**Activity**.
Needed from the data below: every line from the one with "position:absolute; inset:0; border:6px" up to and including the one with "function stroke(path, color, width, dash)", repeated exactly and with nothing else.

**Saved entries**.
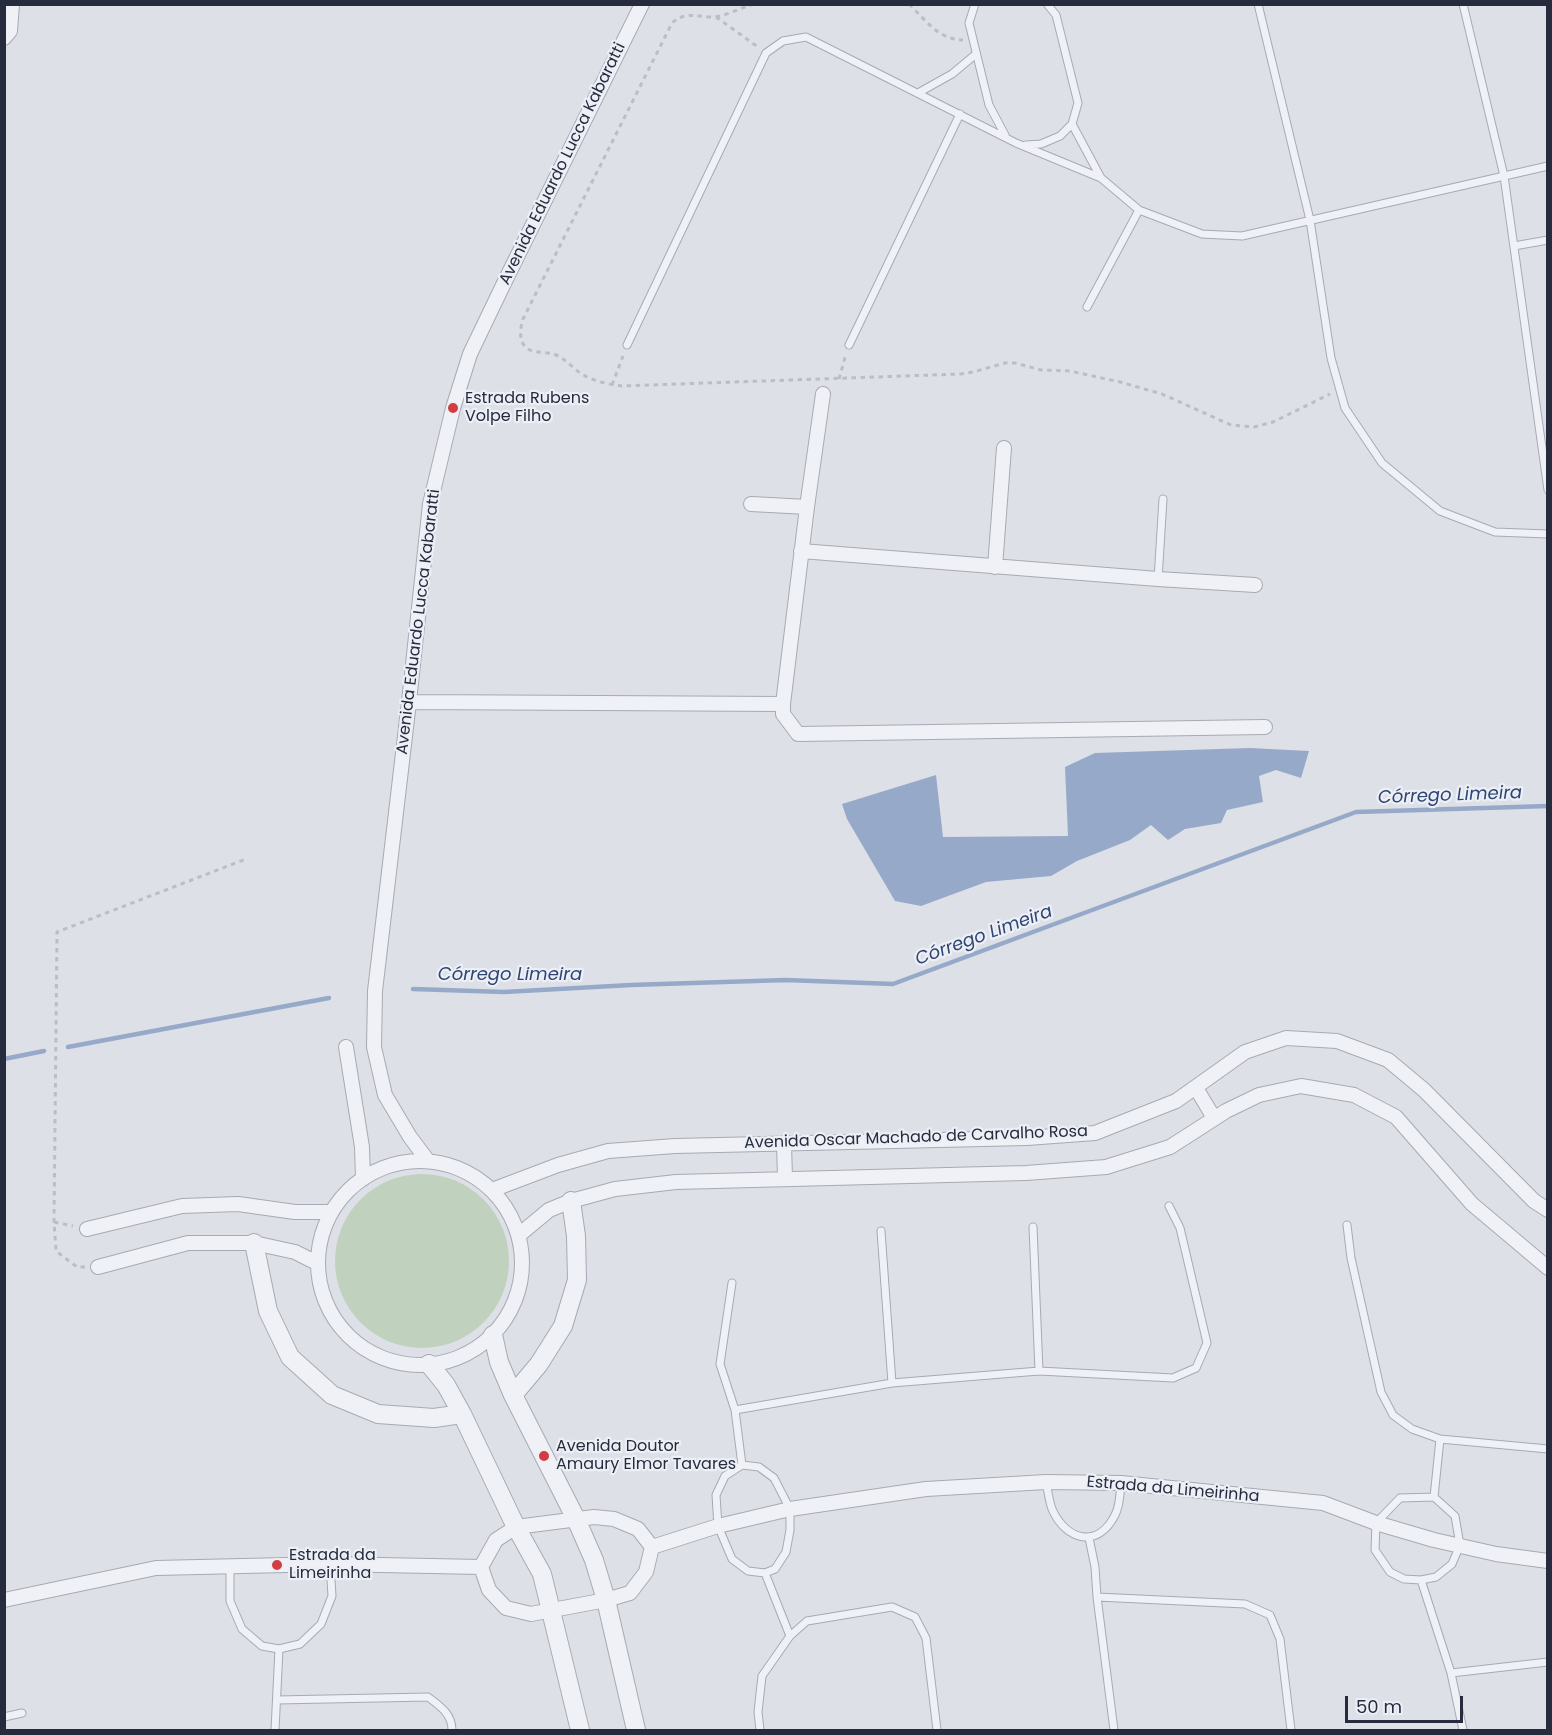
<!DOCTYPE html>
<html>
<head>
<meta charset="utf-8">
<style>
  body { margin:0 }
  #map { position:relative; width:1552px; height:1735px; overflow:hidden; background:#dde0e7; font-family:Poppins,sans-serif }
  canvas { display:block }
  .frame { position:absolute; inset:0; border:6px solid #262c3e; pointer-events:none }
  .scale { position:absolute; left:1345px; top:1696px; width:118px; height:27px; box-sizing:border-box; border:3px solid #262c3e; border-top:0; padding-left:8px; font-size:18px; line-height:21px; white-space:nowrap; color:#262c3e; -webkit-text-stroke:4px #eceff5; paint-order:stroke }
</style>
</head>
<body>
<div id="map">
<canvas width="1552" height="1735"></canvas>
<div class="frame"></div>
<div class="scale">50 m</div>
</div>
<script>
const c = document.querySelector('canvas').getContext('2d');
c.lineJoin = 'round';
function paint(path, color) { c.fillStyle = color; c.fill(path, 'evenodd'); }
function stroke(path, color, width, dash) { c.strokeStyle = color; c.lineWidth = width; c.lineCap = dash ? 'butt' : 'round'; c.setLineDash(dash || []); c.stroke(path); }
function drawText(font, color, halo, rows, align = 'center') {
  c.font = font + ' Poppins,sans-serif'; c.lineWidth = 4.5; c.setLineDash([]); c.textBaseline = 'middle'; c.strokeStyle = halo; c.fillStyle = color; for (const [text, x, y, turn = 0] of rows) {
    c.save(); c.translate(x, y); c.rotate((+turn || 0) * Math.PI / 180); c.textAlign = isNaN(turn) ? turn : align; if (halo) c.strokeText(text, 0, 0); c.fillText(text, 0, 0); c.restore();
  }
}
const green = new Path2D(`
  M335 1261a87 87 0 1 1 174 0a87 87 0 1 1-174 0Z`);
const water = new Path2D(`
  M 1250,748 L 1309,751 L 1301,778 L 1276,770 L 1259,776 L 1263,802 L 1227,810 L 1221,823 L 1185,829 L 1168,840 L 1151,825 L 1130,840 L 1077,861 L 1051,876 L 986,882 L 921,906 L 895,901 L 847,819 L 842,804 L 936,775 L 943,837 L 1068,836 L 1065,767 L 1095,753 Z`);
const stream = new Path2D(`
  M 413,989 L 504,992 L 631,985 L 786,980 L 893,984 L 1356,812 L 1548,806
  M 68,1047 L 329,998
  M 4,1059 L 44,1051`);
const path = new Path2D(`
  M 754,4 C 740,8 726,16 713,17 C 698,17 684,11 672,23 L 523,319 C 520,329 518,342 528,349 C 536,354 547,351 556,355 C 566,359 573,369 582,374 C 594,382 609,384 622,386 L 960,374 L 973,372 L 1005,363 L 1015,363 L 1041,370 L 1070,371 L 1120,382 L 1162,394 L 1231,425 L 1254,427 L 1273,422 L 1330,394
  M 909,4 C 926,20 937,39 963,40
  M 716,17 L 758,47
  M 839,379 L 846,354
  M 612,385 L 623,356
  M 54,1222 L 73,1226
  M 85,1267 L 77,1267 L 56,1251 L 54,1222 L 57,932 L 246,859`);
const service = new Path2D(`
  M 975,4 L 969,23 L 989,105 L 1005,135
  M 1258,4 L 1310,220 L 1331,358 L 1345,408 L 1382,463 L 1440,511 L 1495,532 L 1548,534
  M 1463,4 L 1504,176 L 1548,490
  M 918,93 L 952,74 L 976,54
  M 1072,124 L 1101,178
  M 1026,145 L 1041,144 L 1060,136 L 1072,124 L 1078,103 L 1056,15 L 1047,4
  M 1514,246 L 1548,240
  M 1087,307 L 1139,210
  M 627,345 L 766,53 L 783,41 L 806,37 L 1016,143 L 1101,178 L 1139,210 L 1202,234 L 1242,236 L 1548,166
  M 849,345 L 960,114
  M 1158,579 L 1163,499
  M 1347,1225 L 1351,1258 L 1381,1392 L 1393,1415 L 1412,1429 L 1440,1439 L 1548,1449
  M 1033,1227 L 1039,1371
  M 881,1231 L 892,1383
  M 732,1283 L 720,1364 L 735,1410 L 742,1465
  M 735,1410 L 892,1383 L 1039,1371 L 1173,1378 L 1196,1368 L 1207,1343 L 1180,1228 L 1169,1206
  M 742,1465 L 759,1467 L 774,1478 L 790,1509 L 790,1530 L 786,1552 L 775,1569 L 765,1573 L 748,1571 L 732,1559 L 718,1526 L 716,1495 L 725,1476 Z
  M 1046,1482 C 1048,1491 1049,1501 1052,1509 C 1066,1541 1098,1549 1115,1515 C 1120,1506 1120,1493 1121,1483
  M 1434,1497 L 1455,1516 L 1460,1545 L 1452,1564 L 1436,1577 L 1421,1580 L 1404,1579 L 1390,1572 L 1375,1550 L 1376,1523 L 1400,1498 Z
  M 1434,1497 L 1440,1439
  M 1089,1538 L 1095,1567 L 1097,1597 L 1114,1730
  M 230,1567 L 230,1601 L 242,1629 L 262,1646 L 279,1649 L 300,1644 L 321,1624 L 332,1596 L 330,1564
  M 765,1573 L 790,1636
  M 1421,1580 L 1451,1673 L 1463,1730
  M 1097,1597 L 1245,1604 L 1270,1615 L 1280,1639 L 1291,1730
  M 1451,1673 L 1548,1662
  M 277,1700 L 428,1697 C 440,1706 452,1714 452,1730
  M 4,1717 L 22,1713
  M 275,1730 L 279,1649
  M 760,1730 L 758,1712 L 762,1676 L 790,1636 L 807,1621 L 892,1607 L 915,1617 L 926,1638 L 937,1730`);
const minor = new Path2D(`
  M 4,38 L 10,31 L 12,4
  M 823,394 L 807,507 L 783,704 L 783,714 L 798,734 L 1265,727
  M 751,504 L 807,507
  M 801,551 L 1158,579 L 1255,585
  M 995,567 L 1004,448
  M 409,702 L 783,704
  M 346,1047 L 362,1147 L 363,1179
  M 1196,1088 L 1214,1118
  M 784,1143 L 785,1179
  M318 1263a102 102 0 1 1 204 0a102 102 0 1 1-204 0Z
  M 428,1161 L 410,1137 L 385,1095 L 374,1047 L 375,991 L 409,702 L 430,504 L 453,408 L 470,354 L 506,279 L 642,4
  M 492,1190 L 558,1165 L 608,1151 L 675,1146 L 1027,1138 L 1095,1133 L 1176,1101 L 1245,1052 L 1286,1038 L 1337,1041 L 1388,1060 L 1424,1090 L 1534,1201 L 1548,1210
  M 87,1229 L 182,1206 L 238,1204 L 295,1212 L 331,1212
  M 519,1235 L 549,1210 L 571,1201 L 615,1189 L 676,1182 L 1026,1173 L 1106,1167 L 1170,1147 L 1226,1111 L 1259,1095 L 1301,1086 L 1354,1095 L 1396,1117 L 1472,1204 L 1548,1268
  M 98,1267 L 188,1243 L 254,1243 L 295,1252 L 317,1263
  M 594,1517 L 614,1519 L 638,1529 L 652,1547 L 646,1572 L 630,1593 L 606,1600 L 531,1614 L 506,1608 L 489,1590 L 481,1567 L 496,1540 L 516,1527 Z
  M 652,1547 L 718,1526 L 790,1509 L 926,1489 L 1046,1482 L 1121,1483 L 1323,1503 L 1376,1523 L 1434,1540 L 1496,1554 L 1548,1561
  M 4,1600 L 156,1568 L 330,1564 L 481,1567`);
const tertiary = new Path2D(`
  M 254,1243 L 268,1311 L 290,1357 L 332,1395 L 378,1414 L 434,1418 L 462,1414
  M 493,1335 L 499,1362 L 513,1395 L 576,1519 L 594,1560 L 606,1600 L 636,1730
  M 429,1364 L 446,1385 L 462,1414 L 516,1527 L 542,1574 L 580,1730
  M 513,1395 L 539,1364 L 563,1326 L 577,1280 L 576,1236 L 571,1201`);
const markers = [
  [453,408,6,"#d23d41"],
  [544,1456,6,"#d23d41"],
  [277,1565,6,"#d23d41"]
];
const streetNames = [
  ["Avenida Eduardo Lucca Kabaratti",563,164,-64],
  ["Avenida Eduardo Lucca Kabaratti",419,622,-83],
  ["Avenida Oscar Machado de Carvalho Rosa",916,1138,-2],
  ["Estrada da Limeirinha",1173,1490,5]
];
const poiNames = [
  ["Estrada Rubens",465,399],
  ["Volpe Filho",465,417],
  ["Avenida Doutor",556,1447],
  ["Amaury Elmor Tavares",556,1465],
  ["Estrada da",289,1556],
  ["Limeirinha",289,1574]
];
const waterNames = [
  ["Córrego Limeira",1450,796,-2],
  ["Córrego Limeira",984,936,-20],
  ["Córrego Limeira",510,975]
];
paint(green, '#c0d2be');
paint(water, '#96a9c9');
stroke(stream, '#96a9c9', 4.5);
stroke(service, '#a6aab4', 9);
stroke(minor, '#a6aab4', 16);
stroke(tertiary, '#a6aab4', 20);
stroke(path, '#bbbec6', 3, [4.5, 4.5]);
stroke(service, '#f0f1f6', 7);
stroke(minor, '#f0f1f6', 14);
stroke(tertiary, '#f0f1f6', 18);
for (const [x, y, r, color] of markers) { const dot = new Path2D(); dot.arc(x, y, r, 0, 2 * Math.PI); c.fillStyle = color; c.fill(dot); stroke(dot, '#eceff5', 2); }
drawText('16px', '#262c3e', '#eceff5', streetNames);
drawText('16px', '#262c3e', '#eceff5', poiNames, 'left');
drawText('italic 18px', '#2f4573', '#eceff5', waterNames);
</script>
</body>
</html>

**Answer area**.
  .frame { position:absolute; inset:0; border:6px solid #262c3e; pointer-events:none }
  .scale { position:absolute; left:1345px; top:1696px; width:118px; height:27px; box-sizing:border-box; border:3px solid #262c3e; border-top:0; padding-left:8px; font-size:18px; line-height:21px; white-space:nowrap; color:#262c3e; -webkit-text-stroke:4px #eceff5; paint-order:stroke }
</style>
</head>
<body>
<div id="map">
<canvas width="1552" height="1735"></canvas>
<div class="frame"></div>
<div class="scale">50 m</div>
</div>
<script>
const c = document.querySelector('canvas').getContext('2d');
c.lineJoin = 'round';
function paint(path, color) { c.fillStyle = color; c.fill(path, 'evenodd'); }
function stroke(path, color, width, dash) { c.strokeStyle = color; c.lineWidth = width; c.lineCap = dash ? 'butt' : 'round'; c.setLineDash(dash || []); c.stroke(path); }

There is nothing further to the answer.